Winston lists "Get Lean" first in the four-part model presumably because energy-cutting measures can quickly earn cost savings that can be used to propel a company past short-term cash crunches and fuel innovation efforts. But as Winston describes in his conclusion, the model works best if you first lay a foundation based on "Get Smart," procuring the environmental and resource data you will need in order to know what to cut, and "Engage Your People," who collectively will be much better at helping with data collection and coming up with ideas to streamline processes and save energy than any one manager. Then, a powerful positive reinforcement cycle can start between "Get Lean" and "Get Creative," as cost-cutting frees up money to fund innovation, and creative thought can find new ways to get more efficient.
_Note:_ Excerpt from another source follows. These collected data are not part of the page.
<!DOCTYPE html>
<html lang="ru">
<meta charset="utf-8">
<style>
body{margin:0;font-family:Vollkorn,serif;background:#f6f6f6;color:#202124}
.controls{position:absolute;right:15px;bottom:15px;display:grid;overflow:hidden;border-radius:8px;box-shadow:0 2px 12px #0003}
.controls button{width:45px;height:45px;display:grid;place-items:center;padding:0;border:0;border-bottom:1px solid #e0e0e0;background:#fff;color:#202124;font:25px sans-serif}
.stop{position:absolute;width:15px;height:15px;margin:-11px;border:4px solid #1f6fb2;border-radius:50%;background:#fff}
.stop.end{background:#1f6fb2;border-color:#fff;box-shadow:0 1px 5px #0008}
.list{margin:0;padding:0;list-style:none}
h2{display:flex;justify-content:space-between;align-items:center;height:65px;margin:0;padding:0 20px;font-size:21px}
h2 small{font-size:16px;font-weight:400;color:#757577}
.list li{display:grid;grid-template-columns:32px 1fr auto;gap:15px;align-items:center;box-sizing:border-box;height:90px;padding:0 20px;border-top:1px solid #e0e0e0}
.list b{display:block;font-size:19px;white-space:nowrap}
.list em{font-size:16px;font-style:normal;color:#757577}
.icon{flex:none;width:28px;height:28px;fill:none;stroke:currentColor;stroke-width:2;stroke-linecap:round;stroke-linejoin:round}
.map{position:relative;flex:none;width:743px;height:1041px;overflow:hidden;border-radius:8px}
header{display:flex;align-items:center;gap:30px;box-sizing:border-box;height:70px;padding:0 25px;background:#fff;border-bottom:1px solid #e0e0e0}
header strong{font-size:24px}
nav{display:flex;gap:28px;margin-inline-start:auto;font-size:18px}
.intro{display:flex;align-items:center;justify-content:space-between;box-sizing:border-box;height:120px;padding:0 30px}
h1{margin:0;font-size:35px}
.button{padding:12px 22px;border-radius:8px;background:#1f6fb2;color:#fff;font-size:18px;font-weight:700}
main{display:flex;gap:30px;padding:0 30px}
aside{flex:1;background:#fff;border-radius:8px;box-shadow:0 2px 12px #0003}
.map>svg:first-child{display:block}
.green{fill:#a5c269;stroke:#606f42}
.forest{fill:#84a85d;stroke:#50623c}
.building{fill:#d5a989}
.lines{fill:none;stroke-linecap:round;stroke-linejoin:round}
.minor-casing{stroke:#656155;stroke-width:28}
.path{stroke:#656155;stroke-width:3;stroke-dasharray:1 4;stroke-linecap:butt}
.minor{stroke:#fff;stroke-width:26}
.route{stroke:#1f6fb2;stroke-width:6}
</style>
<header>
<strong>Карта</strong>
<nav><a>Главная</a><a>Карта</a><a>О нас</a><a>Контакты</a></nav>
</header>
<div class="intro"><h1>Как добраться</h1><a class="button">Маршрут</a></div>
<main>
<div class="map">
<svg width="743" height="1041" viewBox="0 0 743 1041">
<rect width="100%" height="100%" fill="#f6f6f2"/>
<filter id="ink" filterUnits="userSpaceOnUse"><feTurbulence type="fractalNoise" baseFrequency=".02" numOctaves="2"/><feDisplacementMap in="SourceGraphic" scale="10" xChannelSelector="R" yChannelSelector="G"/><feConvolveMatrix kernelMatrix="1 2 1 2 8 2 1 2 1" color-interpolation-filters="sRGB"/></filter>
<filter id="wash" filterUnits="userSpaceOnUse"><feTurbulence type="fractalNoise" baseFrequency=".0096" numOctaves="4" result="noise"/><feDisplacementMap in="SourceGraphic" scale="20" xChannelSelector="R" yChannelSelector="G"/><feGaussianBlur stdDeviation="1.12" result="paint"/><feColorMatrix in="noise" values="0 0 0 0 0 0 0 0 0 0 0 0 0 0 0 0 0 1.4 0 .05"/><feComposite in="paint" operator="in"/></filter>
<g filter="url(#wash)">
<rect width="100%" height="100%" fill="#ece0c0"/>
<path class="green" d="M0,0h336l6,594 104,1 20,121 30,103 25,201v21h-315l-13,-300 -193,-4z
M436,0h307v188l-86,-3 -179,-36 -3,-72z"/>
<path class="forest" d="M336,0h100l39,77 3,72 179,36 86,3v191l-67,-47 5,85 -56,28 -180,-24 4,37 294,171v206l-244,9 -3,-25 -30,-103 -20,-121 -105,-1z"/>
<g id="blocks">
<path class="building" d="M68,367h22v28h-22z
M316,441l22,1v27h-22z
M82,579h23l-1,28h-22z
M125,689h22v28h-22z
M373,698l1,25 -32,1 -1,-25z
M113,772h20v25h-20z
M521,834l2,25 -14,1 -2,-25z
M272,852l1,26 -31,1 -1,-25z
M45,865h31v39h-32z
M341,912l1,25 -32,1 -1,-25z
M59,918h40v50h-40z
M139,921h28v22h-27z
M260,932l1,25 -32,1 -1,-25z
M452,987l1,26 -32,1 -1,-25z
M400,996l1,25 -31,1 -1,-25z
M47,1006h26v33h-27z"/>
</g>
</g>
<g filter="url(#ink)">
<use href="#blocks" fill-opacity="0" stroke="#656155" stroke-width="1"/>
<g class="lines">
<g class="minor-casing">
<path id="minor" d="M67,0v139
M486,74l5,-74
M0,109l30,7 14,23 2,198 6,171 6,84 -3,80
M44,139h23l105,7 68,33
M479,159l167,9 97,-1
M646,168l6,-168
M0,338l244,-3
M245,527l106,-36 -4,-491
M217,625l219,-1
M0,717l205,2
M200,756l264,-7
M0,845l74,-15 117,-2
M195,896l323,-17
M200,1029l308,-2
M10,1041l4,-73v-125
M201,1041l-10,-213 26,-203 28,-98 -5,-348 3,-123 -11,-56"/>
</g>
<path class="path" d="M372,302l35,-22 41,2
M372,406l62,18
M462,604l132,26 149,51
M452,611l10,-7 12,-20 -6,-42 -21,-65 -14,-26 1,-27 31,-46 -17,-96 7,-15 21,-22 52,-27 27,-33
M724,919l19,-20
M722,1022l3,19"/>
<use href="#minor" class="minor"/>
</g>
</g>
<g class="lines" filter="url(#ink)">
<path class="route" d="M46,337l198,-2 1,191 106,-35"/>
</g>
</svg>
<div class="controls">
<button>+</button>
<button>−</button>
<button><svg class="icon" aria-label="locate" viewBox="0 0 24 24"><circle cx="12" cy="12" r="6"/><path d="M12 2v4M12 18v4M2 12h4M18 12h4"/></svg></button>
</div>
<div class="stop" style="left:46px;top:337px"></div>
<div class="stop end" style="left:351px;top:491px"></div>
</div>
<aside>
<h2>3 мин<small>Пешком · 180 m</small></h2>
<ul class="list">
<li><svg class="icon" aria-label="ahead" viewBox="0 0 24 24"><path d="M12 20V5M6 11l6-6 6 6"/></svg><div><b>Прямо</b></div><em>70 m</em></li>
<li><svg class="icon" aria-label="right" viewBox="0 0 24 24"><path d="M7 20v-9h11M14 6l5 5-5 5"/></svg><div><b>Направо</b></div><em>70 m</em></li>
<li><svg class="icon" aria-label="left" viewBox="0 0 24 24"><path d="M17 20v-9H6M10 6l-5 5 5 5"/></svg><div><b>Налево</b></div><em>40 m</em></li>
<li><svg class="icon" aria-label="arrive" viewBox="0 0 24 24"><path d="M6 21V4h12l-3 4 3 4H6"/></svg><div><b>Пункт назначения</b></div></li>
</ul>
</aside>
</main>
When your company is focusing on all four strategies at once, Winston says, you will create value much faster.
To bring this framework to life, Winston fills the small book with concrete examples from companies that are already doing these things. He talks about companies like Wal-mart, which is forcing its 70,000 suppliers from around the world to meet new environmental and social standards, including for energy use and transparency, within a few years. Or DuPont, who cut greenhouse gas emissions 72 percent over the last two decades-and today uses 6 percent less energy than it did in 1990 despite growing 40 percent. He talks about a floor cleaning equipment company that innovated a product that uses ionization from water rather than chemicals to clean floors; airlines that are experimenting by flying jets with non-fossil fuels; and an entrepreneur stocking Israel and Denmark with battery-swapping stations for electric cars. He talks about making simple changes, like reducing packaging, and he talks about asking the big resource questions: what would happen to your business if oil went up to $500 a barrel? How would your supply chain operate if you had no access to clean water? Buy it.